Exercise brief
From the entries, filter out every line that lacks "halo" and copy the rest.

Exercise data

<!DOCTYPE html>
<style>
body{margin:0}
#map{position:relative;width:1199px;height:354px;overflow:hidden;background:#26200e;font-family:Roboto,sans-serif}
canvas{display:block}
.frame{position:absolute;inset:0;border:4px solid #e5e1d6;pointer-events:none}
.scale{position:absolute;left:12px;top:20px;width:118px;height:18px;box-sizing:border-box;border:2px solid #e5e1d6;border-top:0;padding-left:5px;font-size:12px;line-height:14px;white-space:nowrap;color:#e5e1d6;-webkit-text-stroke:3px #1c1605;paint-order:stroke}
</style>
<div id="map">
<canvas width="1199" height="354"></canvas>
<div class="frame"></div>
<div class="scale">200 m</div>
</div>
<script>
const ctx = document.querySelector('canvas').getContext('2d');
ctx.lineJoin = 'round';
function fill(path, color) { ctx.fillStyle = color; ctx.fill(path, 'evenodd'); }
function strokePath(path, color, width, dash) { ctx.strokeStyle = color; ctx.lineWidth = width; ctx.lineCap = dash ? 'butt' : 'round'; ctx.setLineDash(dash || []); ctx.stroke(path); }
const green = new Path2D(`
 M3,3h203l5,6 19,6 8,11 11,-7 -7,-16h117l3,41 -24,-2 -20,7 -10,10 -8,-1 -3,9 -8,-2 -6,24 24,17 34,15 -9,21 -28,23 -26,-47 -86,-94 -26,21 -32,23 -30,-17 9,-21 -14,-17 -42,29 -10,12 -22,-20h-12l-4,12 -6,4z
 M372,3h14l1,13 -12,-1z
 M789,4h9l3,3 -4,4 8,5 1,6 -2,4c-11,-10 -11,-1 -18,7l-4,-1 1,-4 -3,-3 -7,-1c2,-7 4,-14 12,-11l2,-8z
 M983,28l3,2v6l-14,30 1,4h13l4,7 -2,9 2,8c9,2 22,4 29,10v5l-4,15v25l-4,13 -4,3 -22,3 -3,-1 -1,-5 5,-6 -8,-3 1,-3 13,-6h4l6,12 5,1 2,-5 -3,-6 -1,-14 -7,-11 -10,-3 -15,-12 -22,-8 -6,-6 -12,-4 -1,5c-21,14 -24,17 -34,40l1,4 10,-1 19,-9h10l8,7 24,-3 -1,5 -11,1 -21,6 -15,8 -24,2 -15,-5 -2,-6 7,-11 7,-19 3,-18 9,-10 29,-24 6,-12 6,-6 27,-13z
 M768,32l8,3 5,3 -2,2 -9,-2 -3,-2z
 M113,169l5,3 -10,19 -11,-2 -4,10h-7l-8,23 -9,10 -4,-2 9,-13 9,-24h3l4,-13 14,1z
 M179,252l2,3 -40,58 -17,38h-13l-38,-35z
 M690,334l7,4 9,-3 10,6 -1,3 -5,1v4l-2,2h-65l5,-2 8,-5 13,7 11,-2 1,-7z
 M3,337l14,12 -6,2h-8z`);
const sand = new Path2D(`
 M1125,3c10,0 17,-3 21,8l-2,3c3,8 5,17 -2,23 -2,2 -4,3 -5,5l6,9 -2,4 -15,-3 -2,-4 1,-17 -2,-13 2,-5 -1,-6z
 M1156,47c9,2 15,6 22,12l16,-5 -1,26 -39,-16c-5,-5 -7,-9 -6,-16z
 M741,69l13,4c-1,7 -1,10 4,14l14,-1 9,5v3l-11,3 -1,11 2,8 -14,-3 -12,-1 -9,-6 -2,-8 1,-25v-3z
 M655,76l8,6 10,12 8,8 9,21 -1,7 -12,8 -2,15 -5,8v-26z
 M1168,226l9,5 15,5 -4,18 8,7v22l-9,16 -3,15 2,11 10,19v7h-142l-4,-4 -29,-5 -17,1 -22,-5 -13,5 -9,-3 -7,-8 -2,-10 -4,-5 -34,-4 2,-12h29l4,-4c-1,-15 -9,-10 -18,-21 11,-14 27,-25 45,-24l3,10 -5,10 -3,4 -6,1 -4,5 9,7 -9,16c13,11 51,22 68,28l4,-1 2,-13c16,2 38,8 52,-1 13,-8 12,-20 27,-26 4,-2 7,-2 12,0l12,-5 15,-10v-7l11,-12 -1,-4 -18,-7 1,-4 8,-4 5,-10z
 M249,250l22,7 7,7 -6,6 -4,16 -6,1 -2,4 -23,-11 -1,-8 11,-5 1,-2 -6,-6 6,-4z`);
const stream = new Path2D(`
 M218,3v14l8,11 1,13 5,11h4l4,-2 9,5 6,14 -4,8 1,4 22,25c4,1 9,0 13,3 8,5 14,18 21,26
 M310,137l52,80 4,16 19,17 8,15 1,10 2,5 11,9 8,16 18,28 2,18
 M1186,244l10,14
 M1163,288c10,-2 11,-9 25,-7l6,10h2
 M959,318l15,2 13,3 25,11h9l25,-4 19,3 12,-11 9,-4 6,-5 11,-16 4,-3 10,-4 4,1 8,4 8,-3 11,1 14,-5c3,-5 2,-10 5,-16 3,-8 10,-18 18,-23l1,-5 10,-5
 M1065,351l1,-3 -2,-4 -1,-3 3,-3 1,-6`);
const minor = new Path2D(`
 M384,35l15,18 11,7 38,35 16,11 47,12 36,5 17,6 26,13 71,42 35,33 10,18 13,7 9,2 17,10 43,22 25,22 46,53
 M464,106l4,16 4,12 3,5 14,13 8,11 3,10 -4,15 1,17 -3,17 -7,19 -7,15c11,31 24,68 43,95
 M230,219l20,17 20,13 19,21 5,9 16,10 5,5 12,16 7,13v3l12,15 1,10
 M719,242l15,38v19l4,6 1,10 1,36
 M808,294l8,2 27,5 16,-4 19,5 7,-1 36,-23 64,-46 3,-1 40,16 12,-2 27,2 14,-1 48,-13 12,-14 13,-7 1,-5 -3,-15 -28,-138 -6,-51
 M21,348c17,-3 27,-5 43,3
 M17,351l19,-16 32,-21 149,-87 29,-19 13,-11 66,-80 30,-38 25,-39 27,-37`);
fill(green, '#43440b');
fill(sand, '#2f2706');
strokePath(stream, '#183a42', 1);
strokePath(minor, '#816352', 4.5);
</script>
* * *
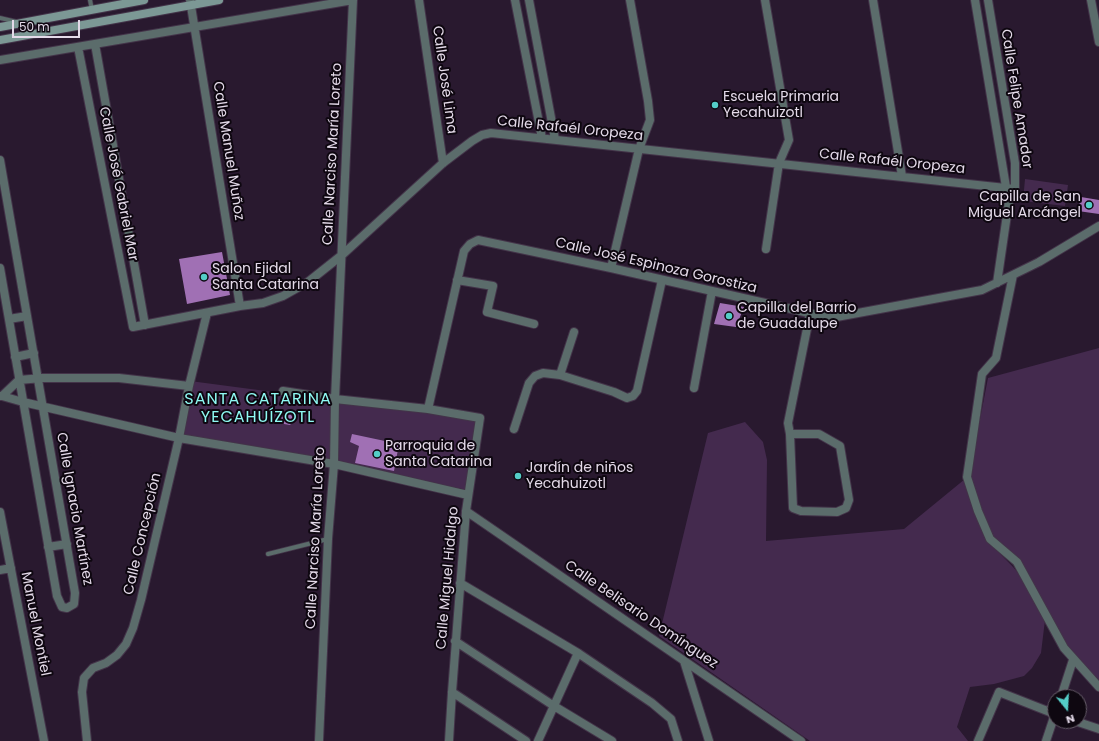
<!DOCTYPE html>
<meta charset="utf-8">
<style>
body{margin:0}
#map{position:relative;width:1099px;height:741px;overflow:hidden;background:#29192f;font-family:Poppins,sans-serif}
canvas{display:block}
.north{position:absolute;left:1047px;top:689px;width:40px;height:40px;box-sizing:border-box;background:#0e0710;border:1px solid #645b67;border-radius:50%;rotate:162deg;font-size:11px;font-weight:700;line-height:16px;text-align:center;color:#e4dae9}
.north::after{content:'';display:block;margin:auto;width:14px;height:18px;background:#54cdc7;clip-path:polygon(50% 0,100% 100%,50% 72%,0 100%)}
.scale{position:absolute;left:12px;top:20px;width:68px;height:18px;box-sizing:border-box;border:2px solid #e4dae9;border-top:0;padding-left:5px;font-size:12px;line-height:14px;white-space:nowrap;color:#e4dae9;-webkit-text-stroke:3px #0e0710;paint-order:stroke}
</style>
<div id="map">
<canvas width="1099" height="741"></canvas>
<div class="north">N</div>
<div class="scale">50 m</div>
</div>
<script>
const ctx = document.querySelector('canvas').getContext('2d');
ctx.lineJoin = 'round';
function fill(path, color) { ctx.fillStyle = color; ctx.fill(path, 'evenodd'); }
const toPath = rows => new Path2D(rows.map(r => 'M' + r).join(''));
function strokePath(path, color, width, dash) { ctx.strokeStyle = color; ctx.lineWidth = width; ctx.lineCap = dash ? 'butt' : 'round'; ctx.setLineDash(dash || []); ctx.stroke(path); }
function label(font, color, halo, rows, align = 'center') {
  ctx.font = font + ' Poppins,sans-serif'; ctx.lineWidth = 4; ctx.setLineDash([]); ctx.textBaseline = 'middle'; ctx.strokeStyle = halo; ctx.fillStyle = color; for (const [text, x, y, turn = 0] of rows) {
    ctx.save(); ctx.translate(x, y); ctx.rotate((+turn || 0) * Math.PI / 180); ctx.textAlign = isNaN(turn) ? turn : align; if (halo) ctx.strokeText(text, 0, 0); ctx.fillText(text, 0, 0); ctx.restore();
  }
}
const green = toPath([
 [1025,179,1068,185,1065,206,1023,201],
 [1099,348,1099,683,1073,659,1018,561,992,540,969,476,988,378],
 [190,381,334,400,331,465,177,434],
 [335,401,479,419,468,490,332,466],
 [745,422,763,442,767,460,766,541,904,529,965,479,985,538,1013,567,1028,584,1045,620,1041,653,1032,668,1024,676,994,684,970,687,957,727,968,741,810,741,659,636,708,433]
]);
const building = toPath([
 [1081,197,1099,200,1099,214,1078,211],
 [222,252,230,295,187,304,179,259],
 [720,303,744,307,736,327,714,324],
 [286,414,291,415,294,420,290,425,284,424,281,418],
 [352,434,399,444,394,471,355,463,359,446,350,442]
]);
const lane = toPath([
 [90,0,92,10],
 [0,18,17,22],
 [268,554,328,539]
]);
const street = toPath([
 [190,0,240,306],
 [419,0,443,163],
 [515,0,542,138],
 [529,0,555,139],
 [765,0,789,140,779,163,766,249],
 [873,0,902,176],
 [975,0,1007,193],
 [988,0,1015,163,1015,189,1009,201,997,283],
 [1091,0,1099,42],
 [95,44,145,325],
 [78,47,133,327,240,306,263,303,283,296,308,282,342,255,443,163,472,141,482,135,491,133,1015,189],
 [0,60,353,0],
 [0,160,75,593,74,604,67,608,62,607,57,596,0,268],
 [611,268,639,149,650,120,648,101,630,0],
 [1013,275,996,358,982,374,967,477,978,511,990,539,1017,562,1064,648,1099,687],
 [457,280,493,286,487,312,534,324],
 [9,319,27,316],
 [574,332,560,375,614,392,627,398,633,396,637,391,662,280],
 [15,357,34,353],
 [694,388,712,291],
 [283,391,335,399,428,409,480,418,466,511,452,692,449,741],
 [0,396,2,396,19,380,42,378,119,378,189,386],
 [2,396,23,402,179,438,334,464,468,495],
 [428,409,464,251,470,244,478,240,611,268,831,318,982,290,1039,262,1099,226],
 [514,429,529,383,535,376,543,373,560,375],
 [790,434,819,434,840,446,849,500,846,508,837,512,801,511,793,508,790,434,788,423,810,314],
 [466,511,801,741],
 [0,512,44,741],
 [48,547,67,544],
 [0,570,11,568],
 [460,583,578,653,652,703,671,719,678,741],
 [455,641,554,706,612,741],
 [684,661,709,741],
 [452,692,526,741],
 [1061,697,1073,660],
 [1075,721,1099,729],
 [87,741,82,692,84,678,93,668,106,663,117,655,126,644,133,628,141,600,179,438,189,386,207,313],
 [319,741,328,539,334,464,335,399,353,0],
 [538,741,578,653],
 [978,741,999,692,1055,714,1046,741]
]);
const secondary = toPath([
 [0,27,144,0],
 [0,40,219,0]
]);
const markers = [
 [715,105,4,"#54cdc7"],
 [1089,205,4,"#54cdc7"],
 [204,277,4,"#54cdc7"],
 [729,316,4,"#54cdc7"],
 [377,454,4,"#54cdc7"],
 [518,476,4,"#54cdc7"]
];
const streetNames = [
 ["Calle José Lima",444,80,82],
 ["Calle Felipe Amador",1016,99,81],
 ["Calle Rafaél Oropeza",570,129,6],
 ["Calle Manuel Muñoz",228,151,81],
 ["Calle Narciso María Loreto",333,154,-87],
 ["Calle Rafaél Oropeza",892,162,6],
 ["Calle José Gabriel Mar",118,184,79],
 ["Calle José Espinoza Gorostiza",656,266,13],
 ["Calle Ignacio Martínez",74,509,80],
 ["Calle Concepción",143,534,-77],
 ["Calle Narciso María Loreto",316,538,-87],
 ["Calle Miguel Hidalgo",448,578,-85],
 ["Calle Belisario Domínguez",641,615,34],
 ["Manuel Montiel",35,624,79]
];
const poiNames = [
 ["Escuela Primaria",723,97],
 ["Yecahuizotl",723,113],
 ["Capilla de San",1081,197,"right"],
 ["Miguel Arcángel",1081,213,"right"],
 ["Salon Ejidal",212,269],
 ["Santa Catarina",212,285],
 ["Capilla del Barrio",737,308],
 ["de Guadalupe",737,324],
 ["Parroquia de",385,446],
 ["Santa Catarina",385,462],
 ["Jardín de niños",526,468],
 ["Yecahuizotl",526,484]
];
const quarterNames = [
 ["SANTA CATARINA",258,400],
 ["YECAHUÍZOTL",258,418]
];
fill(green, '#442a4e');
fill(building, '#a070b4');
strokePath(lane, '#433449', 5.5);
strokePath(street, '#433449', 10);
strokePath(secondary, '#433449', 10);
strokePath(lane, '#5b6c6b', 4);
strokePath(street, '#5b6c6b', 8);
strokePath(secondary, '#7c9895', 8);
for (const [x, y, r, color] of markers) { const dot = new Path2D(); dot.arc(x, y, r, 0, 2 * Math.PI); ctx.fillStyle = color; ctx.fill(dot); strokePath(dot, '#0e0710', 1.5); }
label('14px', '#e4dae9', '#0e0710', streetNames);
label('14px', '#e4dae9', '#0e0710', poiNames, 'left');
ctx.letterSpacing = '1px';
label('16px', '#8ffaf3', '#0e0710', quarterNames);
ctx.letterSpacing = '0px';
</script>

Task response
function label(font, color, halo, rows, align = 'center') {
  ctx.font = font + ' Poppins,sans-serif'; ctx.lineWidth = 4; ctx.setLineDash([]); ctx.textBaseline = 'middle'; ctx.strokeStyle = halo; ctx.fillStyle = color; for (const [text, x, y, turn = 0] of rows) {
    ctx.save(); ctx.translate(x, y); ctx.rotate((+turn || 0) * Math.PI / 180); ctx.textAlign = isNaN(turn) ? turn : align; if (halo) ctx.strokeText(text, 0, 0); ctx.fillText(text, 0, 0); ctx.restore();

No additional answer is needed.